▸ **The task**
The records below must be output exactly, without pictures.

(Saved data entries)
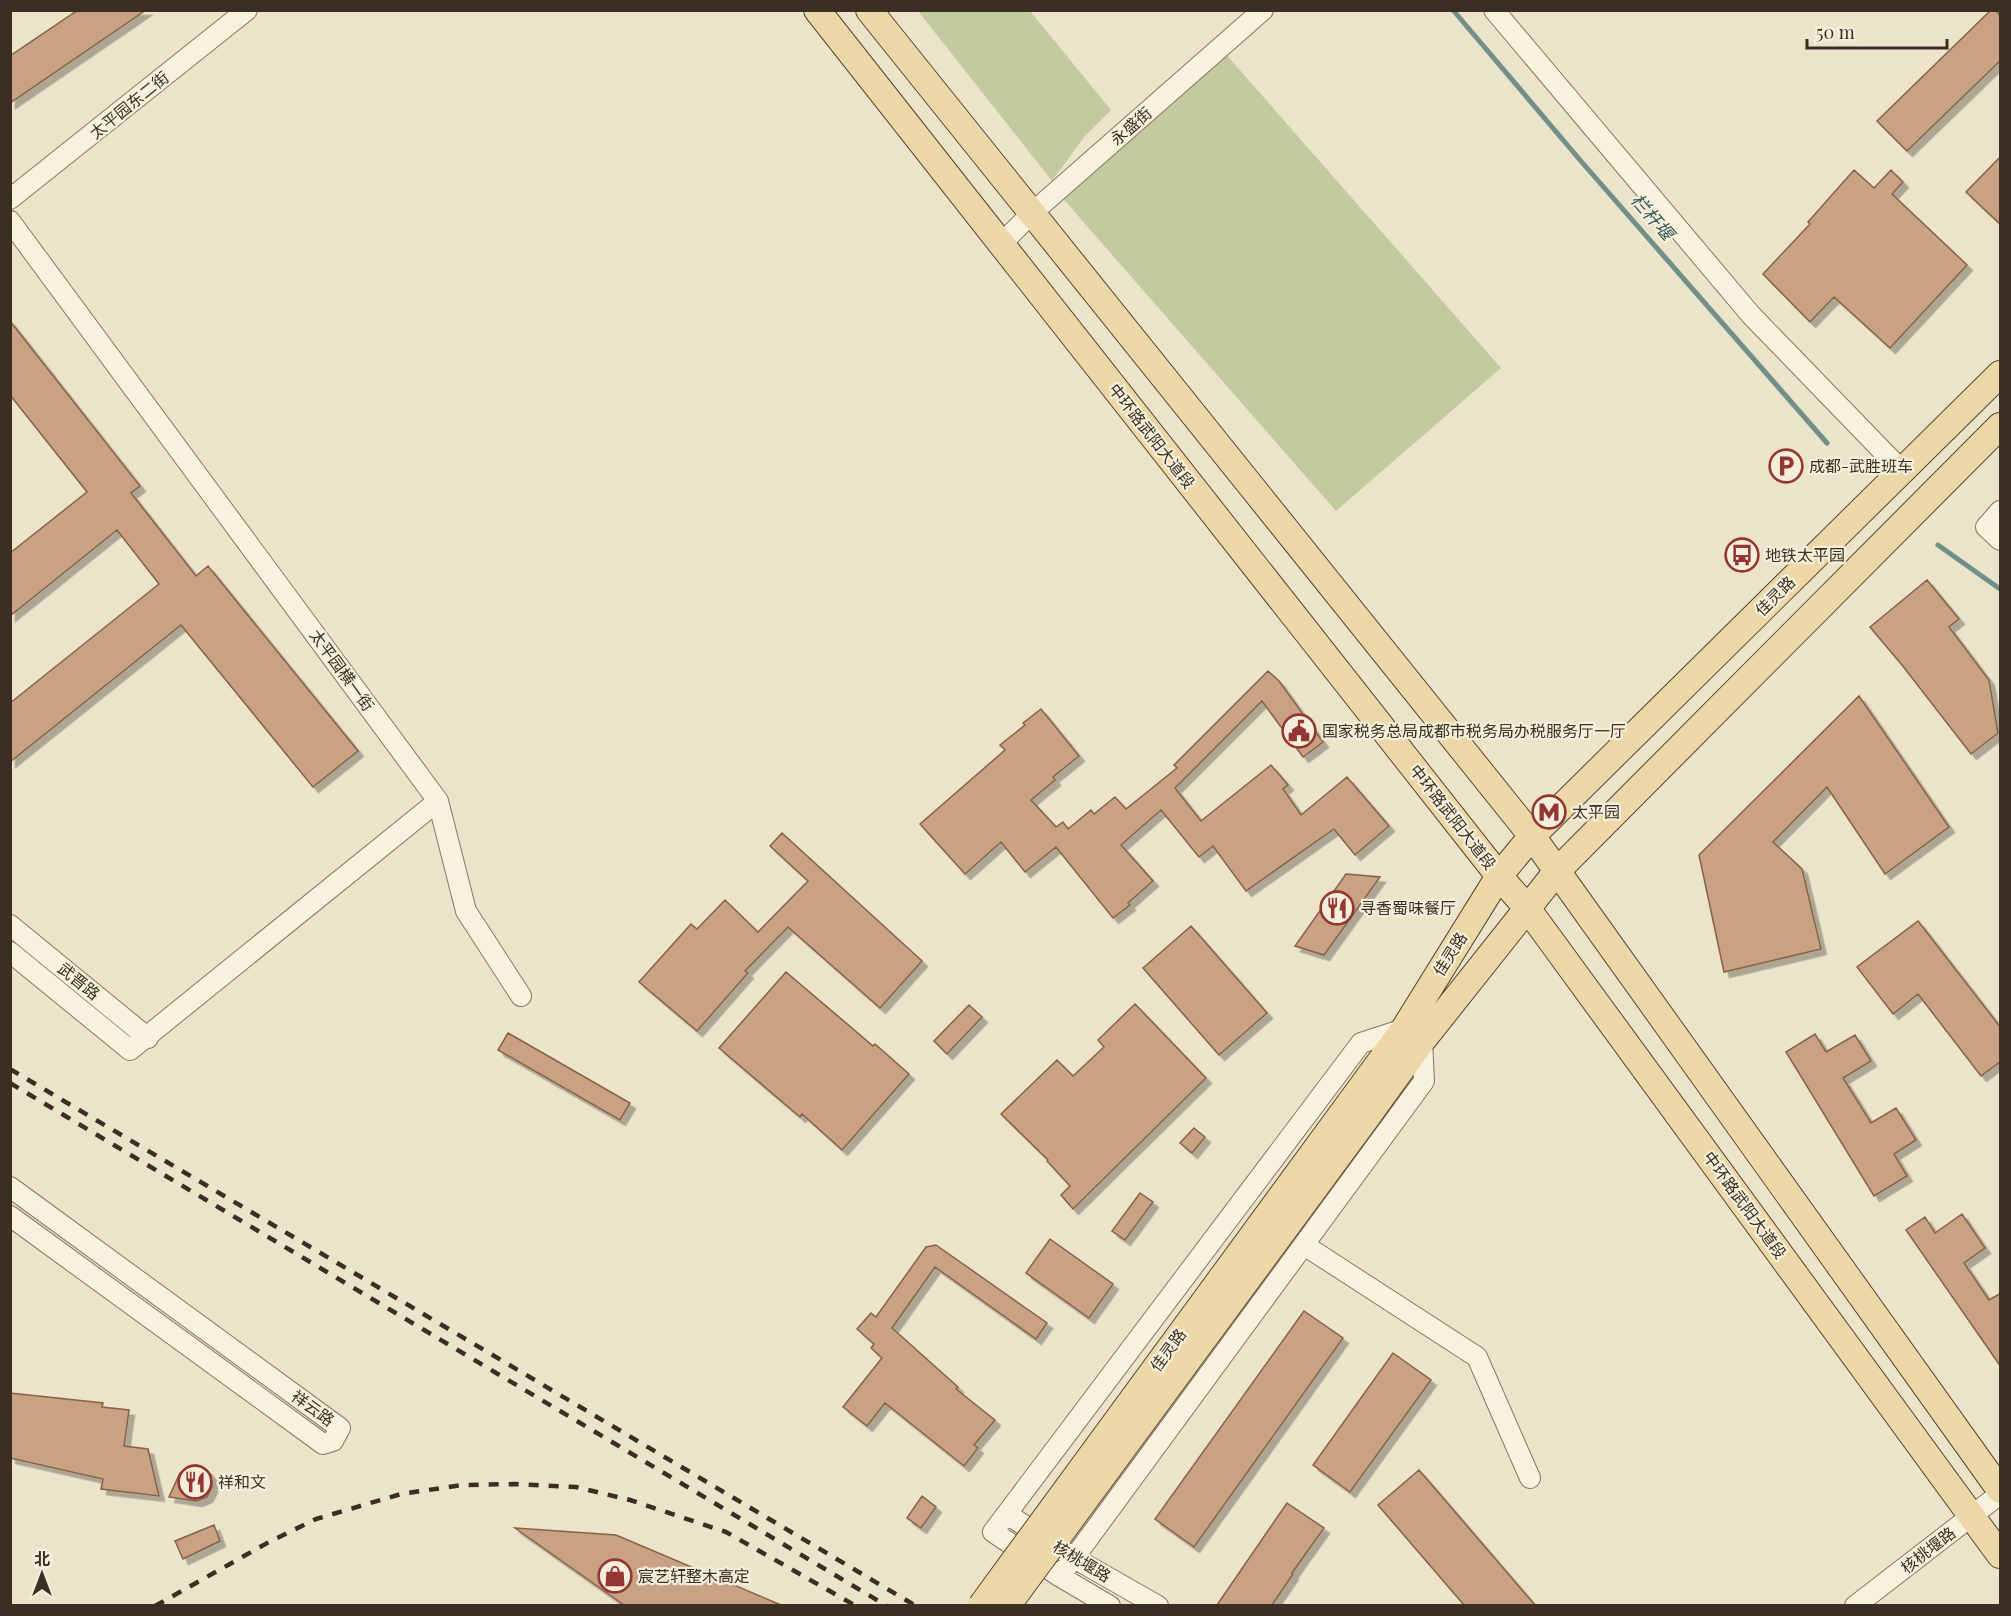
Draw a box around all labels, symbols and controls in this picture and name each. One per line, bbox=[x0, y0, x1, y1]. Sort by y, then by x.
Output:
scale bar bbox=[1807, 12, 1946, 50]
text: 50 m bbox=[1816, 20, 1855, 44]
street label: 太平园东二街 bbox=[85, 66, 173, 143]
street label: 永盛街 bbox=[1106, 102, 1156, 149]
water label: 栏杆堰 bbox=[1626, 188, 1681, 247]
street label: 中环路武阳大道段 bbox=[1105, 379, 1200, 493]
parking icon: 成都-武胜班车 bbox=[1768, 448, 1804, 484]
place label: 成都-武胜班车 bbox=[1809, 455, 1913, 476]
bus stop icon: 地铁太平园 bbox=[1724, 537, 1760, 573]
place label: 地铁太平园 bbox=[1765, 544, 1845, 565]
street label: 佳灵路 bbox=[1750, 571, 1799, 620]
street label: 太平园横一街 bbox=[306, 625, 379, 715]
public building icon: 国家税务总局成都市税务局办税服务厅一厅 bbox=[1281, 713, 1317, 749]
place label: 国家税务总局成都市税务局办税服务厅一厅 bbox=[1322, 720, 1626, 741]
street label: 中环路武阳大道段 bbox=[1406, 760, 1501, 874]
metro station icon: 太平园 bbox=[1531, 794, 1567, 830]
place label: 太平园 bbox=[1572, 801, 1620, 822]
restaurant icon: 寻香蜀味餐厅 bbox=[1319, 890, 1355, 926]
place label: 寻香蜀味餐厅 bbox=[1360, 897, 1456, 918]
street label: 佳灵路 bbox=[1428, 928, 1471, 980]
street label: 武晋路 bbox=[54, 957, 105, 1004]
street label: 中环路武阳大道段 bbox=[1699, 1147, 1792, 1263]
street label: 佳灵路 bbox=[1145, 1324, 1190, 1375]
street label: 祥云路 bbox=[288, 1385, 339, 1430]
restaurant icon: 祥和文 bbox=[177, 1464, 213, 1500]
place label: 祥和文 bbox=[218, 1471, 266, 1492]
street label: 核桃堰路 bbox=[1896, 1522, 1959, 1578]
street label: 核桃堰路 bbox=[1049, 1535, 1115, 1586]
north arrow bbox=[12, 1544, 72, 1604]
text: 北 bbox=[34, 1548, 50, 1569]
shop icon: 宸艺轩整木高定 bbox=[597, 1558, 633, 1594]
place label: 宸艺轩整木高定 bbox=[638, 1565, 750, 1586]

▸ **Answer to this task**
Draw a box around all labels, symbols and controls in this picture and name each. One per line, bbox=[x0, y0, x1, y1]. Sort by y, then by x.
Output:
scale bar bbox=[1807, 12, 1946, 50]
text: 50 m bbox=[1816, 20, 1855, 44]
street label: 太平园东二街 bbox=[85, 66, 173, 143]
street label: 永盛街 bbox=[1106, 102, 1156, 149]
water label: 栏杆堰 bbox=[1626, 188, 1681, 247]
street label: 中环路武阳大道段 bbox=[1105, 379, 1200, 493]
parking icon: 成都-武胜班车 bbox=[1768, 448, 1804, 484]
place label: 成都-武胜班车 bbox=[1809, 455, 1913, 476]
bus stop icon: 地铁太平园 bbox=[1724, 537, 1760, 573]
place label: 地铁太平园 bbox=[1765, 544, 1845, 565]
street label: 佳灵路 bbox=[1750, 571, 1799, 620]
street label: 太平园横一街 bbox=[306, 625, 379, 715]
public building icon: 国家税务总局成都市税务局办税服务厅一厅 bbox=[1281, 713, 1317, 749]
place label: 国家税务总局成都市税务局办税服务厅一厅 bbox=[1322, 720, 1626, 741]
street label: 中环路武阳大道段 bbox=[1406, 760, 1501, 874]
metro station icon: 太平园 bbox=[1531, 794, 1567, 830]
place label: 太平园 bbox=[1572, 801, 1620, 822]
restaurant icon: 寻香蜀味餐厅 bbox=[1319, 890, 1355, 926]
place label: 寻香蜀味餐厅 bbox=[1360, 897, 1456, 918]
street label: 佳灵路 bbox=[1428, 928, 1471, 980]
street label: 武晋路 bbox=[54, 957, 105, 1004]
street label: 中环路武阳大道段 bbox=[1699, 1147, 1792, 1263]
street label: 佳灵路 bbox=[1145, 1324, 1190, 1375]
street label: 祥云路 bbox=[288, 1385, 339, 1430]
restaurant icon: 祥和文 bbox=[177, 1464, 213, 1500]
place label: 祥和文 bbox=[218, 1471, 266, 1492]
street label: 核桃堰路 bbox=[1896, 1522, 1959, 1578]
street label: 核桃堰路 bbox=[1049, 1535, 1115, 1586]
north arrow bbox=[12, 1544, 72, 1604]
text: 北 bbox=[34, 1548, 50, 1569]
shop icon: 宸艺轩整木高定 bbox=[597, 1558, 633, 1594]
place label: 宸艺轩整木高定 bbox=[638, 1565, 750, 1586]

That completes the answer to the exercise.